ASSIGNMENT: Every line below must be reproduced exactly; no pictures are to be included.

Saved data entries
↓↓↓
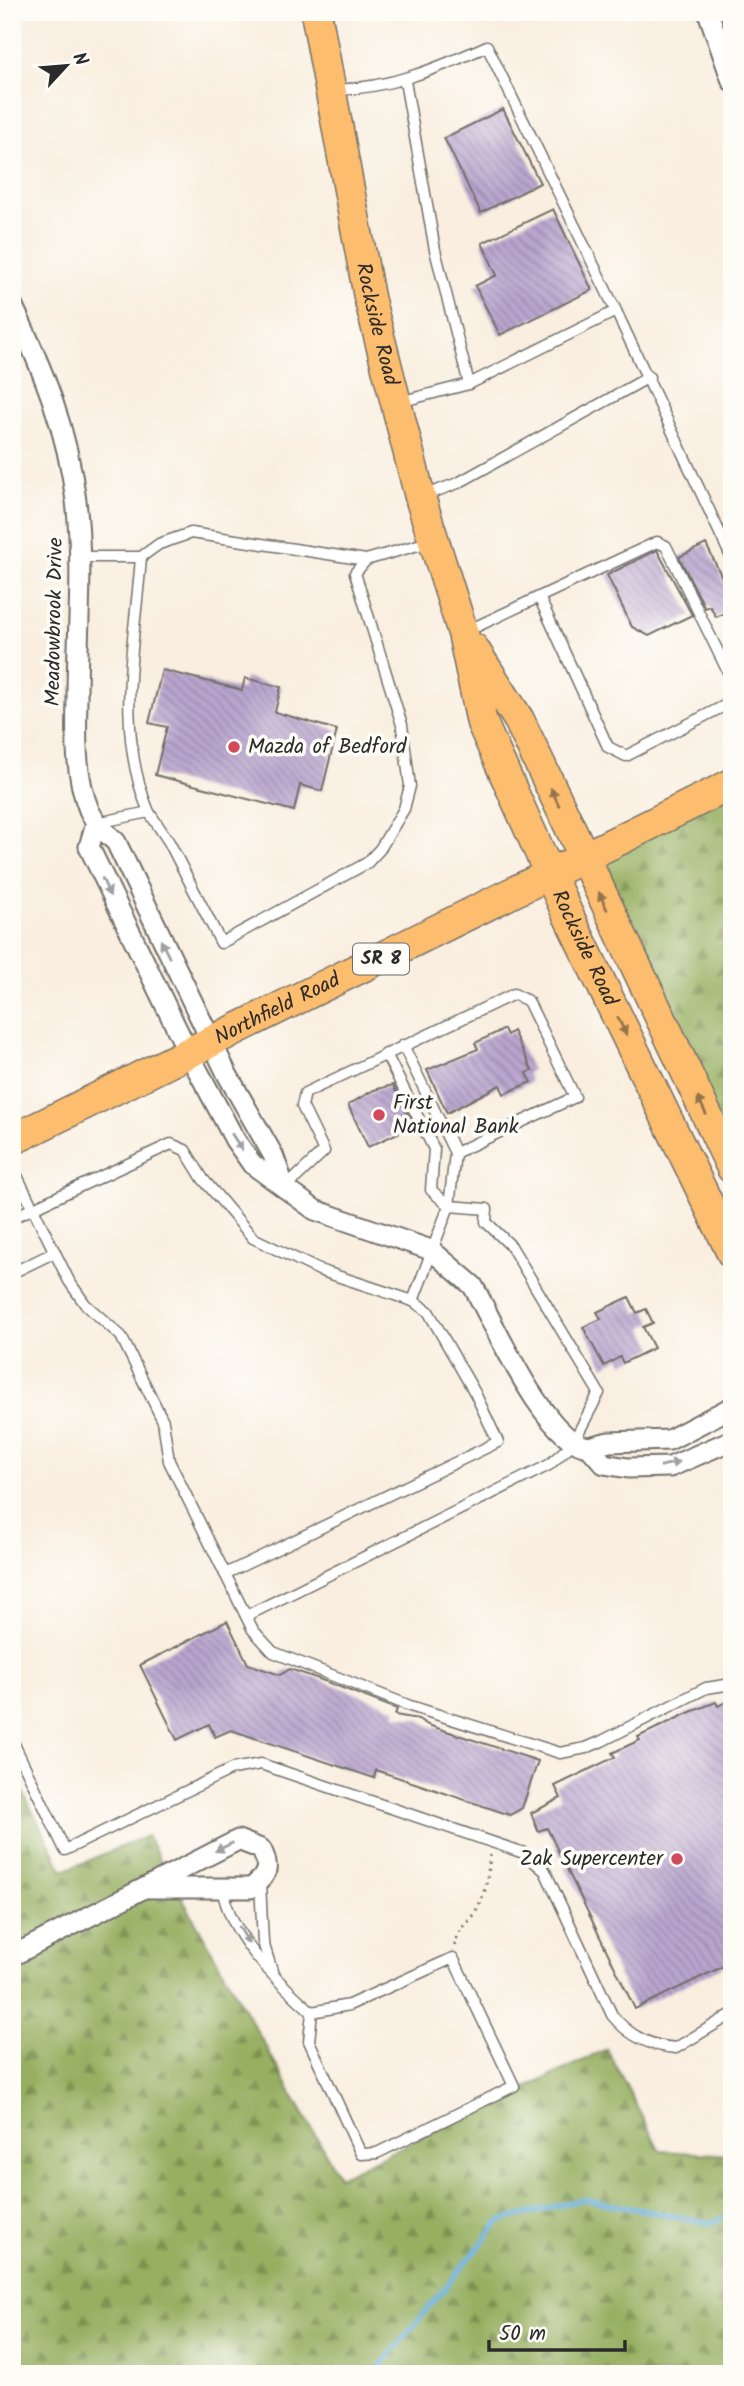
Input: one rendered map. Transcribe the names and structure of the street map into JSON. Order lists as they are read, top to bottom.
{
  "streets": {
    "main road": ["Rockside Road", "SR 8", "Northfield Road"],
    "street": ["Meadowbrook Drive"]
  },
  "crossings": [
    ["Rockside Road", "Northfield Road"],
    ["Meadowbrook Drive", "Northfield Road"]
  ],
  "places": ["Mazda of Bedford", "First National Bank", "Zak Supercenter"],
  "scale_bar": "50 m",
  "north": "top right"
}
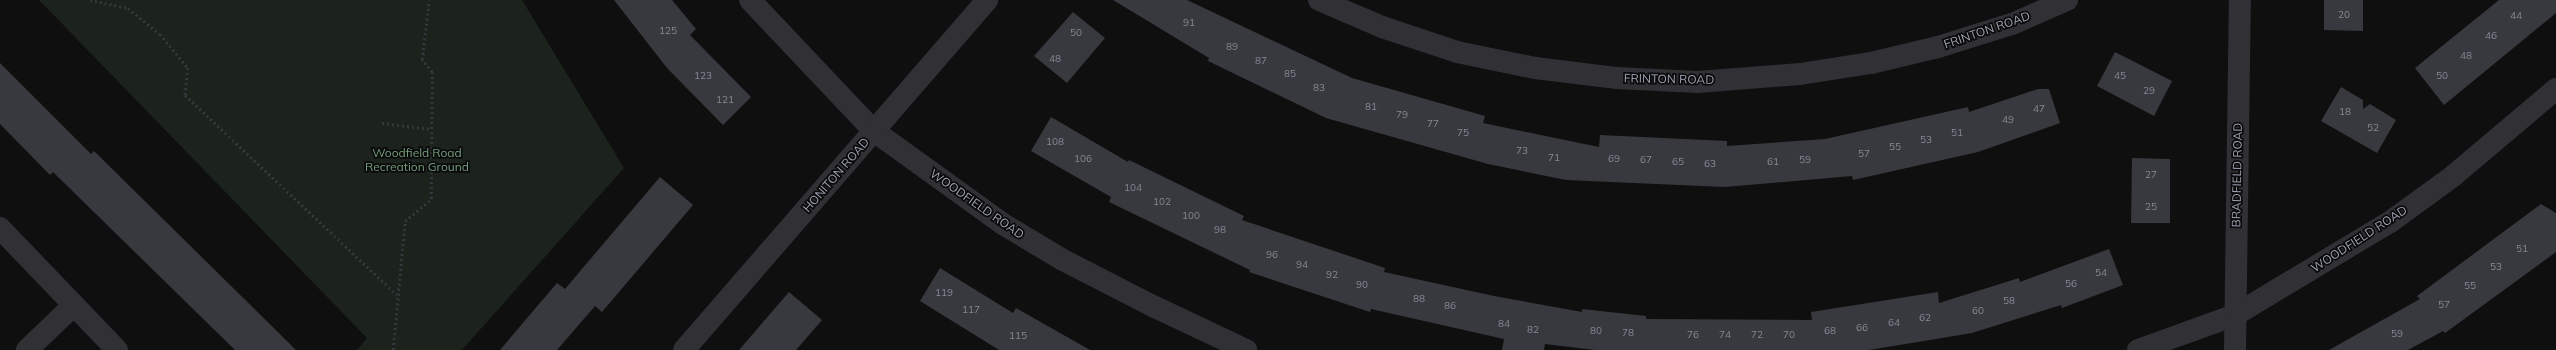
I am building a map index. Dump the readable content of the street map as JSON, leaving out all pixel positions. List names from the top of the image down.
{
  "streets": {
    "street": [
      "FRINTON ROAD",
      "HONITON ROAD",
      "BRADFIELD ROAD",
      "WOODFIELD ROAD"
    ]
  },
  "crossings": [
    ["HONITON ROAD", "WOODFIELD ROAD"],
    ["BRADFIELD ROAD", "WOODFIELD ROAD"]
  ],
  "parks": ["Woodfield Road Recreation Ground"],
  "house_numbers": [
    "20",
    "44",
    "91",
    "125",
    "50",
    "46",
    "89",
    "48",
    "48",
    "87",
    "85",
    "123",
    "45",
    "50",
    "83",
    "29",
    "121",
    "81",
    "47",
    "18",
    "79",
    "49",
    "77",
    "52",
    "75",
    "51",
    "53",
    "108",
    "55",
    "73",
    "57",
    "71",
    "106",
    "69",
    "67",
    "59",
    "65",
    "61",
    "63",
    "27",
    "104",
    "102",
    "25",
    "100",
    "98",
    "51",
    "96",
    "94",
    "53",
    "54",
    "92",
    "56",
    "90",
    "55",
    "119",
    "88",
    "58",
    "57",
    "86",
    "117",
    "60",
    "62",
    "64",
    "84",
    "66",
    "82",
    "80",
    "68",
    "78",
    "59",
    "76",
    "74",
    "72",
    "70",
    "115"
  ]
}
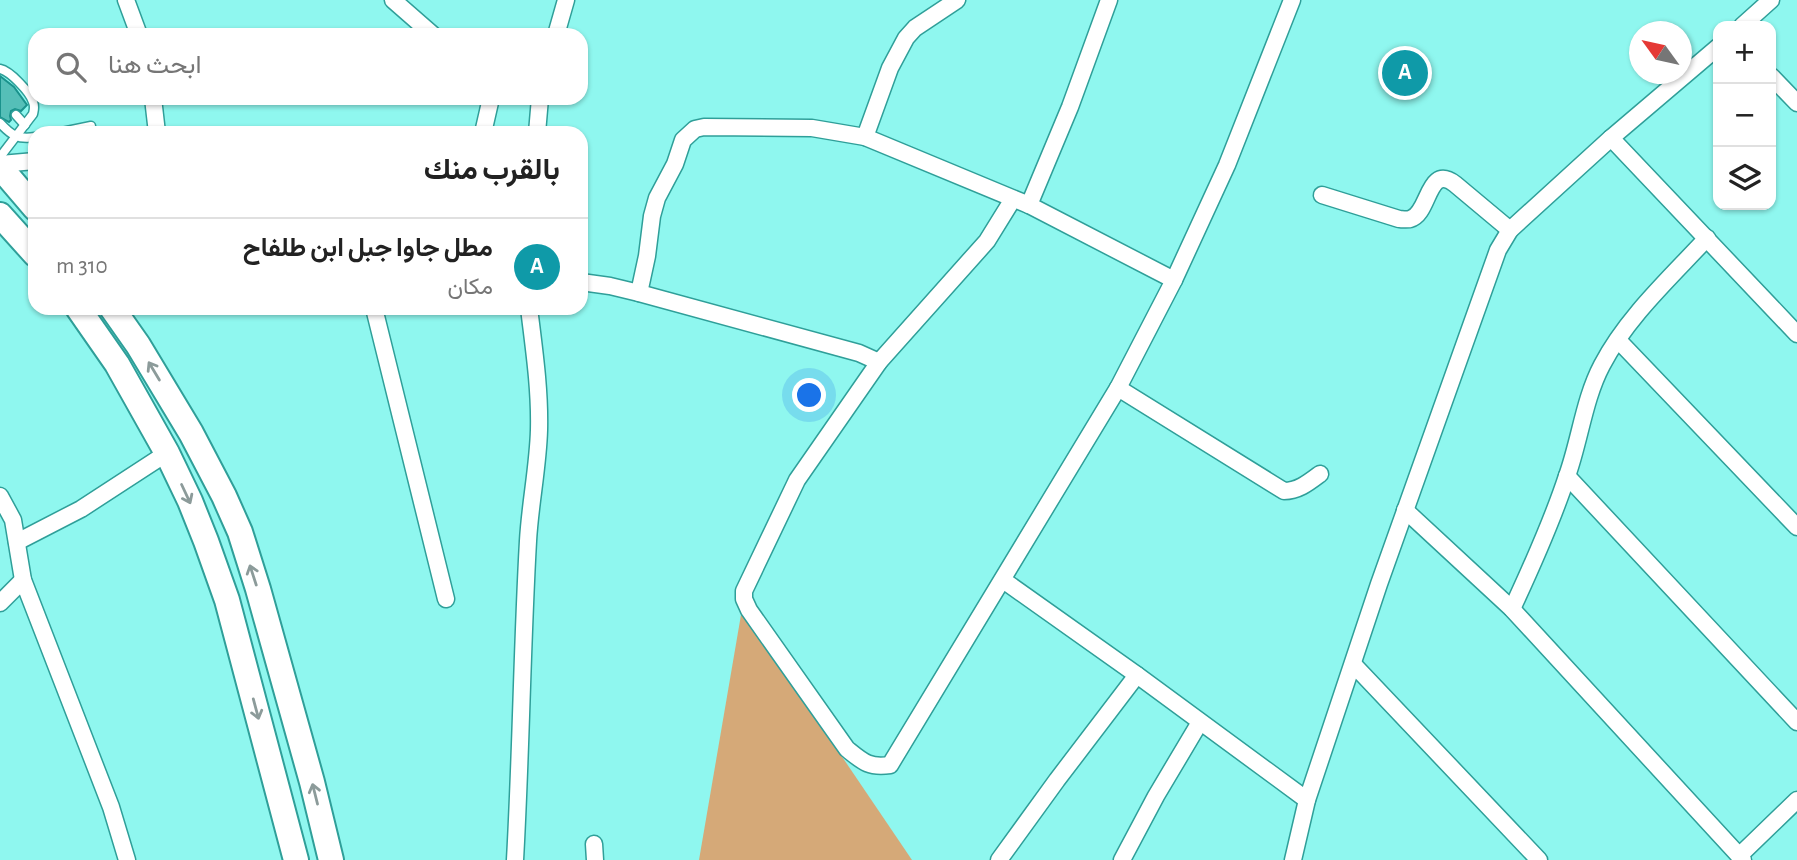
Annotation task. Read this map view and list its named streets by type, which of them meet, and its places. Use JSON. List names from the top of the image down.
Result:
{
  "north": "top left",
  "page": {
    "map_buttons": ["+", "−"],
    "search": "ابحث هنا",
    "pins": "A",
    "heading": "بالقرب منك",
    "list": [
      {
        "mark": "A",
        "name": "مطل جاوا جبل ابن طلفاح",
        "note": "مكان",
        "value": "310 m"
      }
    ]
  }
}
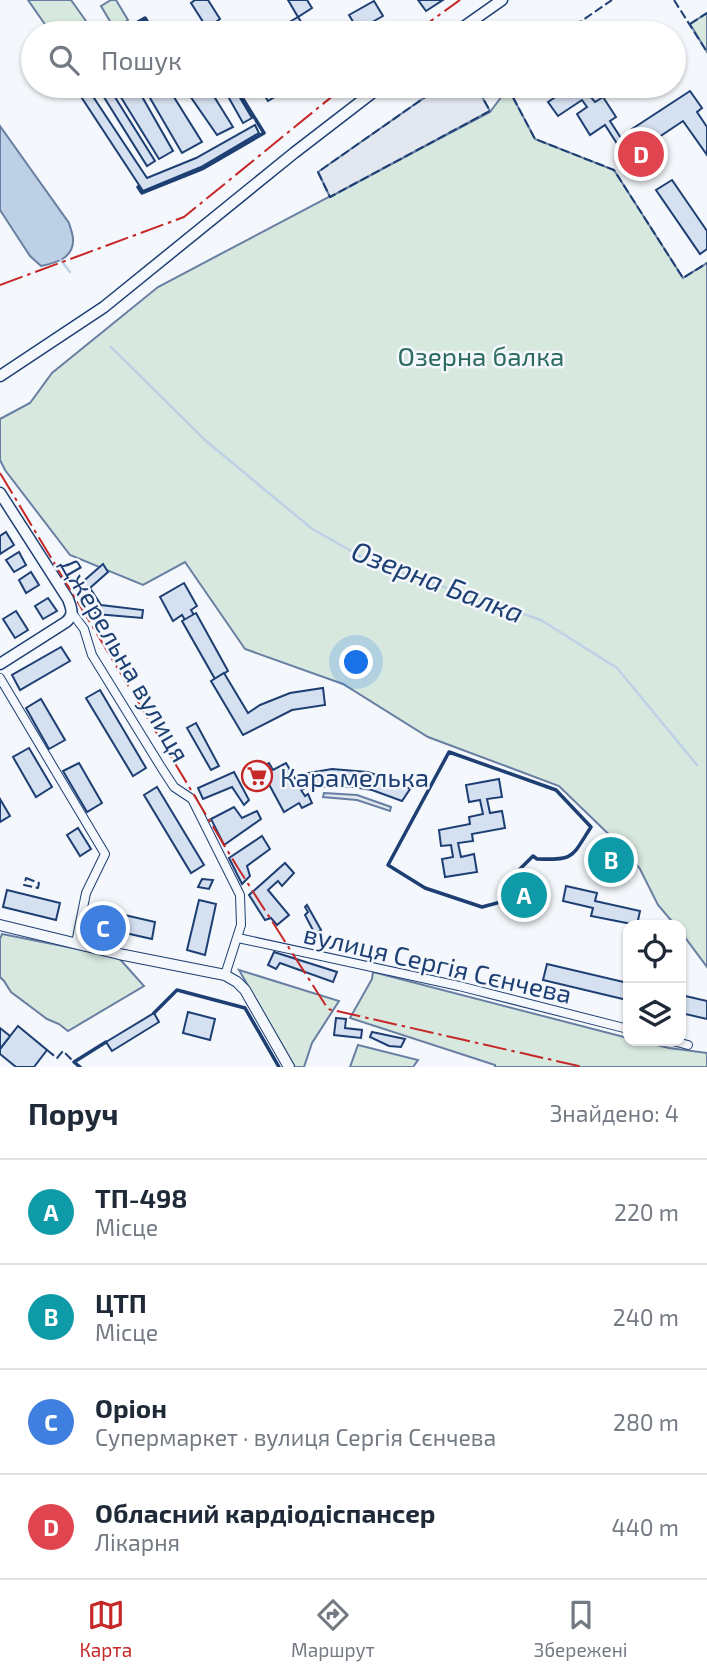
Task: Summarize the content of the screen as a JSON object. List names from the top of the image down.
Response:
{
  "streets": {
    "main road": ["Джерельна вулиця"],
    "street": ["вулиця Сергія Сєнчева"]
  },
  "crossings": [
    ["Джерельна вулиця", "вулиця Сергія Сєнчева"]
  ],
  "water": ["Озерна Балка"],
  "parks": ["Озерна балка"],
  "places": {
    "supermarket": ["Карамелька"]
  },
  "page": {
    "search": "Пошук",
    "pins": [
      "D",
      "B",
      "A",
      "C"
    ],
    "heading": ["Поруч", "Знайдено: 4"],
    "list": [
      {
        "mark": "A",
        "name": "ТП-498",
        "note": "Місце",
        "value": "220 m"
      },
      {
        "mark": "B",
        "name": "ЦТП",
        "note": "Місце",
        "value": "240 m"
      },
      {
        "mark": "C",
        "name": "Оріон",
        "note": "Супермаркет · вулиця Сергія Сєнчева",
        "value": "280 m"
      },
      {
        "mark": "D",
        "name": "Обласний кардіодіспансер",
        "note": "Лікарня",
        "value": "440 m"
      }
    ],
    "nav": ["Карта", "Маршрут", "Збережені"]
  }
}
↑↑↑
FINAL ANSWER:
Input: one rendered map. Transcribe the names and structure of the street map into JSON. Order lists as they are read, top to bottom.
{
  "streets": {
    "main road": ["Rockside Road", "SR 8", "Northfield Road"],
    "street": ["Meadowbrook Drive"]
  },
  "crossings": [
    ["Rockside Road", "Northfield Road"],
    ["Meadowbrook Drive", "Northfield Road"]
  ],
  "places": ["Mazda of Bedford", "First National Bank", "Zak Supercenter"],
  "scale_bar": "50 m",
  "north": "top right"
}
I am building a map index. Dump the readable content of the street map as JSON, leaving out all pixel positions. List names from the top of the image down.
{
  "streets": {
    "street": [
      "FRINTON ROAD",
      "HONITON ROAD",
      "BRADFIELD ROAD",
      "WOODFIELD ROAD"
    ]
  },
  "crossings": [
    ["HONITON ROAD", "WOODFIELD ROAD"],
    ["BRADFIELD ROAD", "WOODFIELD ROAD"]
  ],
  "parks": ["Woodfield Road Recreation Ground"],
  "house_numbers": [
    "20",
    "44",
    "91",
    "125",
    "50",
    "46",
    "89",
    "48",
    "48",
    "87",
    "85",
    "123",
    "45",
    "50",
    "83",
    "29",
    "121",
    "81",
    "47",
    "18",
    "79",
    "49",
    "77",
    "52",
    "75",
    "51",
    "53",
    "108",
    "55",
    "73",
    "57",
    "71",
    "106",
    "69",
    "67",
    "59",
    "65",
    "61",
    "63",
    "27",
    "104",
    "102",
    "25",
    "100",
    "98",
    "51",
    "96",
    "94",
    "53",
    "54",
    "92",
    "56",
    "90",
    "55",
    "119",
    "88",
    "58",
    "57",
    "86",
    "117",
    "60",
    "62",
    "64",
    "84",
    "66",
    "82",
    "80",
    "68",
    "78",
    "59",
    "76",
    "74",
    "72",
    "70",
    "115"
  ]
}
Annotation task. Read this map view and list its named streets by type, which of them meet, and its places. Use JSON. List names from the top of the image down.
Result:
{
  "north": "top left",
  "page": {
    "map_buttons": ["+", "−"],
    "search": "ابحث هنا",
    "pins": "A",
    "heading": "بالقرب منك",
    "list": [
      {
        "mark": "A",
        "name": "مطل جاوا جبل ابن طلفاح",
        "note": "مكان",
        "value": "310 m"
      }
    ]
  }
}
Task: Summarize the content of the screen as a JSON object. List names from the top of the image down.
Response:
{
  "streets": {
    "main road": ["Джерельна вулиця"],
    "street": ["вулиця Сергія Сєнчева"]
  },
  "crossings": [
    ["Джерельна вулиця", "вулиця Сергія Сєнчева"]
  ],
  "water": ["Озерна Балка"],
  "parks": ["Озерна балка"],
  "places": {
    "supermarket": ["Карамелька"]
  },
  "page": {
    "search": "Пошук",
    "pins": [
      "D",
      "B",
      "A",
      "C"
    ],
    "heading": ["Поруч", "Знайдено: 4"],
    "list": [
      {
        "mark": "A",
        "name": "ТП-498",
        "note": "Місце",
        "value": "220 m"
      },
      {
        "mark": "B",
        "name": "ЦТП",
        "note": "Місце",
        "value": "240 m"
      },
      {
        "mark": "C",
        "name": "Оріон",
        "note": "Супермаркет · вулиця Сергія Сєнчева",
        "value": "280 m"
      },
      {
        "mark": "D",
        "name": "Обласний кардіодіспансер",
        "note": "Лікарня",
        "value": "440 m"
      }
    ],
    "nav": ["Карта", "Маршрут", "Збережені"]
  }
}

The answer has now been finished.